[Date Prev][Date Next][Thread Prev][Thread Next][Date Index][Thread Index]

Re: Client-side deduplication during extraction



On Sat, Apr 08, 2017 at 07:52:54PM -0700, Colin Percival wrote:
> On 04/04/17 13:06, Robie Basak wrote:
> > I'd like to retrieve and permanently archive (offline) a full set of
> > archives stored with one particular key using Tarsnap.
> > 
> > These are of course deduplicated at Tarsnap's end. But if I download
> > them one at at time (using something like "tarsnap --list-archives|xargs
> > tarsnap -r ..." for example), it'll cost me a ton of bandwidth - both at
> > my end which is metered, and in Tarsnap's bandwidth charges.
> > 
> > I'd like my bandwith bill to be the "Compressed size/(unique data)"
> > figure from --print-stats, not the "Compressed size/All archives"
> > figure. Since the redundancy is there and my client has all the details,
> > is there any way I can take advantage of this?
> 
> Not right now.  This is something I've been thinking about implementing,
> but it's rather complicated (the tarsnap "read" path would need to look at
> data on disk to see what it can "reuse", and normally it doesn't read any
> files from disk).

In case it helps others, I hacked together a client-side cache for this
one task. It appears to have worked. Patch below.

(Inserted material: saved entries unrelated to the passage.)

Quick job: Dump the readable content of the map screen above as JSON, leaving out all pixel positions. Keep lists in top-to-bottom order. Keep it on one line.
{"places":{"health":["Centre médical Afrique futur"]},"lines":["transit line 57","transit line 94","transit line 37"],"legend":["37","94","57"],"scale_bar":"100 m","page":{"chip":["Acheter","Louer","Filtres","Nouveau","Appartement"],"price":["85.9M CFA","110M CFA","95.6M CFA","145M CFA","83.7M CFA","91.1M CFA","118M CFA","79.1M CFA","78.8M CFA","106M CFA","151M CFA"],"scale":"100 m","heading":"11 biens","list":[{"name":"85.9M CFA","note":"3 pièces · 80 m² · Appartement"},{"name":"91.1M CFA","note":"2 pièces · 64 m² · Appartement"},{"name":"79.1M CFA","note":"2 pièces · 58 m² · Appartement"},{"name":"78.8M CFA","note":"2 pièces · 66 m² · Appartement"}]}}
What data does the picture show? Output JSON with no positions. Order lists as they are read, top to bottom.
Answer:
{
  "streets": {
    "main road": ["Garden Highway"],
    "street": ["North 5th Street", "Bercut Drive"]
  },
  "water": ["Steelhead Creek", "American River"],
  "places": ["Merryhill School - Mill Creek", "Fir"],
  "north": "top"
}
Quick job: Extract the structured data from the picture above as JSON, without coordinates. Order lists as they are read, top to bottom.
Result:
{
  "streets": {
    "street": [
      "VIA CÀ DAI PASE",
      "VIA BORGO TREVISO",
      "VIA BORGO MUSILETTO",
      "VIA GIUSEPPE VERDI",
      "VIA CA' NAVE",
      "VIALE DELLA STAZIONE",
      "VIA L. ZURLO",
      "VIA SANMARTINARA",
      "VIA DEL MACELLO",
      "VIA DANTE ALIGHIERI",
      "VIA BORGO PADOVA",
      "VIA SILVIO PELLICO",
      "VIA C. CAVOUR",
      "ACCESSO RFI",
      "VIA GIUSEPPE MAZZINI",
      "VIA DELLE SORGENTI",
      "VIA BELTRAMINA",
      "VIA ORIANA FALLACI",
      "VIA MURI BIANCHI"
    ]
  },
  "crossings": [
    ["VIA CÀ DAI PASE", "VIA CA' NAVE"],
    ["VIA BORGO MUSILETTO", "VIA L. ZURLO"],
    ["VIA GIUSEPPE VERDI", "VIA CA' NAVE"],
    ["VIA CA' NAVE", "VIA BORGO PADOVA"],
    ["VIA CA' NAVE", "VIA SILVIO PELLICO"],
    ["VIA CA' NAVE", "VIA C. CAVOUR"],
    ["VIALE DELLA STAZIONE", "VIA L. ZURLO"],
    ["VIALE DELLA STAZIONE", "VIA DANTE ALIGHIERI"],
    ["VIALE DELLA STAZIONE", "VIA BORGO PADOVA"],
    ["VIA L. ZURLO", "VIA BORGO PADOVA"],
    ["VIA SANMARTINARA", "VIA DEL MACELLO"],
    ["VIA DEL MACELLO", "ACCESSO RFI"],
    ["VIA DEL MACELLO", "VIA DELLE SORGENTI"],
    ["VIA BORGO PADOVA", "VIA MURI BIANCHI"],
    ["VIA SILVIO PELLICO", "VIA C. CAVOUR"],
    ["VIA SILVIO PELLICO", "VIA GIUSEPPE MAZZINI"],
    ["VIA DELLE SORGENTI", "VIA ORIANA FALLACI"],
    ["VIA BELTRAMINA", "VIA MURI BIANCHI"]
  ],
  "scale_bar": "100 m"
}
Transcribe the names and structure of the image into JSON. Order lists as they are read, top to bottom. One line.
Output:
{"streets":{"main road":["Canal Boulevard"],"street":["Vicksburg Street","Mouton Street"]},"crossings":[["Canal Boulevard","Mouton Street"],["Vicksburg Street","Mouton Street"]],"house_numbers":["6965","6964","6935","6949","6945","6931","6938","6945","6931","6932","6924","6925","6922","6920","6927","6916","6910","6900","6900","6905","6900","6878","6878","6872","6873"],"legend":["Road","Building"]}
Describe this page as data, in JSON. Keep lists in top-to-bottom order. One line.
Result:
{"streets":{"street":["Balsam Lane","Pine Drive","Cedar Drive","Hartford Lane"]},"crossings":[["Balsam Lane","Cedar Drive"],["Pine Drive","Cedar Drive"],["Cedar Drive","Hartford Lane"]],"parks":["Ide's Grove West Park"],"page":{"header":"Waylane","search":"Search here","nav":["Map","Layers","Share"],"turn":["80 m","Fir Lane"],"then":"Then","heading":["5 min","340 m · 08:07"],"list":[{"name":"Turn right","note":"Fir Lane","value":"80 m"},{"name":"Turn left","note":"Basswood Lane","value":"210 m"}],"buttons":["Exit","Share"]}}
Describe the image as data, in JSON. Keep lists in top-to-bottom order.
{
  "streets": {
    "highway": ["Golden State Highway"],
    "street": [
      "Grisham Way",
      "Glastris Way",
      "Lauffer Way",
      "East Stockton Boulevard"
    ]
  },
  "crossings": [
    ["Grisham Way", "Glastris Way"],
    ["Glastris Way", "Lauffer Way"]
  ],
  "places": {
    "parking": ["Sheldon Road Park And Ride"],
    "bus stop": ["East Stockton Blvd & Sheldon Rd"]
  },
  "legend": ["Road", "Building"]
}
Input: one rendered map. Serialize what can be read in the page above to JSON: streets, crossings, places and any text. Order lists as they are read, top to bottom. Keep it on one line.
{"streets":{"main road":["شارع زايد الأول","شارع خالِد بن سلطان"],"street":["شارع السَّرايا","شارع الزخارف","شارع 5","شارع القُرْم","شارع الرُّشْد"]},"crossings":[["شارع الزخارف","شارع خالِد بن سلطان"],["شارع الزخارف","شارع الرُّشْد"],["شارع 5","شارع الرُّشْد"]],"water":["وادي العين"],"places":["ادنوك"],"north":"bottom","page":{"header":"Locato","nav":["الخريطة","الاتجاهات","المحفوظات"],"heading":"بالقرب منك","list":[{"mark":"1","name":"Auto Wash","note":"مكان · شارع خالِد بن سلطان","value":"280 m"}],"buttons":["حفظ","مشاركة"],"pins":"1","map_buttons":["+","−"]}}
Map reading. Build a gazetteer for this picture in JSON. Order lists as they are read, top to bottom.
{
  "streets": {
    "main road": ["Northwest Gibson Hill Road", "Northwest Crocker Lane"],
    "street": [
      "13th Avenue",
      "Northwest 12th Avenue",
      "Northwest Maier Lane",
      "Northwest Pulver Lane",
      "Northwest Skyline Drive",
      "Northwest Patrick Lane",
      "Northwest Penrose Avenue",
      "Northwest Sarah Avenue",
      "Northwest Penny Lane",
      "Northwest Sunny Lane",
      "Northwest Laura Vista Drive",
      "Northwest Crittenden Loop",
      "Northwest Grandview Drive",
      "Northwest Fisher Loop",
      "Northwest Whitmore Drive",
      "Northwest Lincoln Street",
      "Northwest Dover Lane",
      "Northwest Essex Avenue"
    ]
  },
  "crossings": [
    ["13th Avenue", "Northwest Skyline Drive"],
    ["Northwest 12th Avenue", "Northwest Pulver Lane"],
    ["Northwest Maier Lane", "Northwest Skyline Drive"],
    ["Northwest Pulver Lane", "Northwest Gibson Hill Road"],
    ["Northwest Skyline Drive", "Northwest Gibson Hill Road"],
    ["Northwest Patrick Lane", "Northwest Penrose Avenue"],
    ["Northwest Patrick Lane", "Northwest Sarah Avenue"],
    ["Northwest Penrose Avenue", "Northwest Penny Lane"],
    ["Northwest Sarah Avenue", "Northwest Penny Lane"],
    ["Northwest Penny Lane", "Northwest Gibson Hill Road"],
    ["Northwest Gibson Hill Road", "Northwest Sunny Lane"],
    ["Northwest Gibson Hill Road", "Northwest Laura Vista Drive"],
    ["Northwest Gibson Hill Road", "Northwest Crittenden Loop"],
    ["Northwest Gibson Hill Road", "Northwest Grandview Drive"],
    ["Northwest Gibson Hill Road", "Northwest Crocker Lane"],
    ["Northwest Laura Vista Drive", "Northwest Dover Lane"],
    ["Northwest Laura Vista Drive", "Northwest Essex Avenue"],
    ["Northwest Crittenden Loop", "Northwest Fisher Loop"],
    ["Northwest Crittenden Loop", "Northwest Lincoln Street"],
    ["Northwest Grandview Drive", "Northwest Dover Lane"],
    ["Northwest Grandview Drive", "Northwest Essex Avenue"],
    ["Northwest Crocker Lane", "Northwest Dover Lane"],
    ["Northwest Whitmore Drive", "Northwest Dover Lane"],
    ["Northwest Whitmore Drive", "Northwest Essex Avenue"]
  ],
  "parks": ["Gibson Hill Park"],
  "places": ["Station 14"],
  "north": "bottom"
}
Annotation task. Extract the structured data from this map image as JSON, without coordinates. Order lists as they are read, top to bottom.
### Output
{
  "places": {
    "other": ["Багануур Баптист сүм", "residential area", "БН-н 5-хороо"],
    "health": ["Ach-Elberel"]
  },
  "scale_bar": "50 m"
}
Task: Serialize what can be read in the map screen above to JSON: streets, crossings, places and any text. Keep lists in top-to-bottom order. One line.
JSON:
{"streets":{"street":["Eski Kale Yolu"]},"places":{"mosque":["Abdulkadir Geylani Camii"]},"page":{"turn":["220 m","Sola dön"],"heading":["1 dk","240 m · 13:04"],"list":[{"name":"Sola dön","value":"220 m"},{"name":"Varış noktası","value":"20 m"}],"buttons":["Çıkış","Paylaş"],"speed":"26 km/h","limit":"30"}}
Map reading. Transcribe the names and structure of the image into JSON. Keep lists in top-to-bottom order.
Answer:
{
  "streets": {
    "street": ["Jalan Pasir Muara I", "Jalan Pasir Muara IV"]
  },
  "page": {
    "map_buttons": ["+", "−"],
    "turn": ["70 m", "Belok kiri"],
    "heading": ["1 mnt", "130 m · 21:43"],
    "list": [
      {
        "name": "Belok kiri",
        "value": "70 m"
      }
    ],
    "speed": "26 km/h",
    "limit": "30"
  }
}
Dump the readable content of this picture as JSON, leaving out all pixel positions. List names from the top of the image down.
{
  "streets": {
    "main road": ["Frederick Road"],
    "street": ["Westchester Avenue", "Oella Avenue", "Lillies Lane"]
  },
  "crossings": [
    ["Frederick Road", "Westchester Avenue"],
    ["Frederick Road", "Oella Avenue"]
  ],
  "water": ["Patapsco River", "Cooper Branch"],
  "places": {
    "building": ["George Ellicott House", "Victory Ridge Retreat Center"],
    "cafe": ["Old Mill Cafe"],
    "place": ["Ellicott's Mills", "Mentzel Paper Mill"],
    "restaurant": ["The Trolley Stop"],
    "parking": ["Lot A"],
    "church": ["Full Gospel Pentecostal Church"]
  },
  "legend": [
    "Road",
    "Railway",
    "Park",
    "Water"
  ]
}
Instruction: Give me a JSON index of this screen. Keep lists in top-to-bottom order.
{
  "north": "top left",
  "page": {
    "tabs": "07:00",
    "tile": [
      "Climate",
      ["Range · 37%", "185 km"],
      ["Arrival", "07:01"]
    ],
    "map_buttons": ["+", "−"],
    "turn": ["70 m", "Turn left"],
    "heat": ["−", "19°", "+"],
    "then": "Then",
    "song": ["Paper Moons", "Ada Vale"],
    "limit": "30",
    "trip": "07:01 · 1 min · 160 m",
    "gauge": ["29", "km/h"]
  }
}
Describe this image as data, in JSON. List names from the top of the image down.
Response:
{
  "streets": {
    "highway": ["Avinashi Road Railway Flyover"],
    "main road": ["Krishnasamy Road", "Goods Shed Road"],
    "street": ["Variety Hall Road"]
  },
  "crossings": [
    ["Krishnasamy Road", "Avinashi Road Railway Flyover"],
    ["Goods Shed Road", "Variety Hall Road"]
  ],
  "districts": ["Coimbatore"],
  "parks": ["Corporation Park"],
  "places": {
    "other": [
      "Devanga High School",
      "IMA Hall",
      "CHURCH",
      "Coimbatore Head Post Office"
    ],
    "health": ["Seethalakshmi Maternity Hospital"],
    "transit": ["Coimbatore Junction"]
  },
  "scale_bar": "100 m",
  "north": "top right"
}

This is absolutely a hack and not production ready (no concurrency, bad
error handling, hardcoded cache path whose directory must be created in
advance and permissions set manually, etc), but for a one-off task it
was enough for me to get my data out.

---
 tar/storage/storage_read.c | 22 ++++++++++++++++++++++
 1 file changed, 22 insertions(+)

diff --git a/tar/storage/storage_read.c b/tar/storage/storage_read.c
index 2c19650..62bf6b7 100644
--- a/tar/storage/storage_read.c
+++ b/tar/storage/storage_read.c
@@ -13,6 +13,7 @@
 #include "storage_internal.h"
 #include "sysendian.h"
 #include "warnp.h"
+#include "hexify.h"
 
 #include "storage.h"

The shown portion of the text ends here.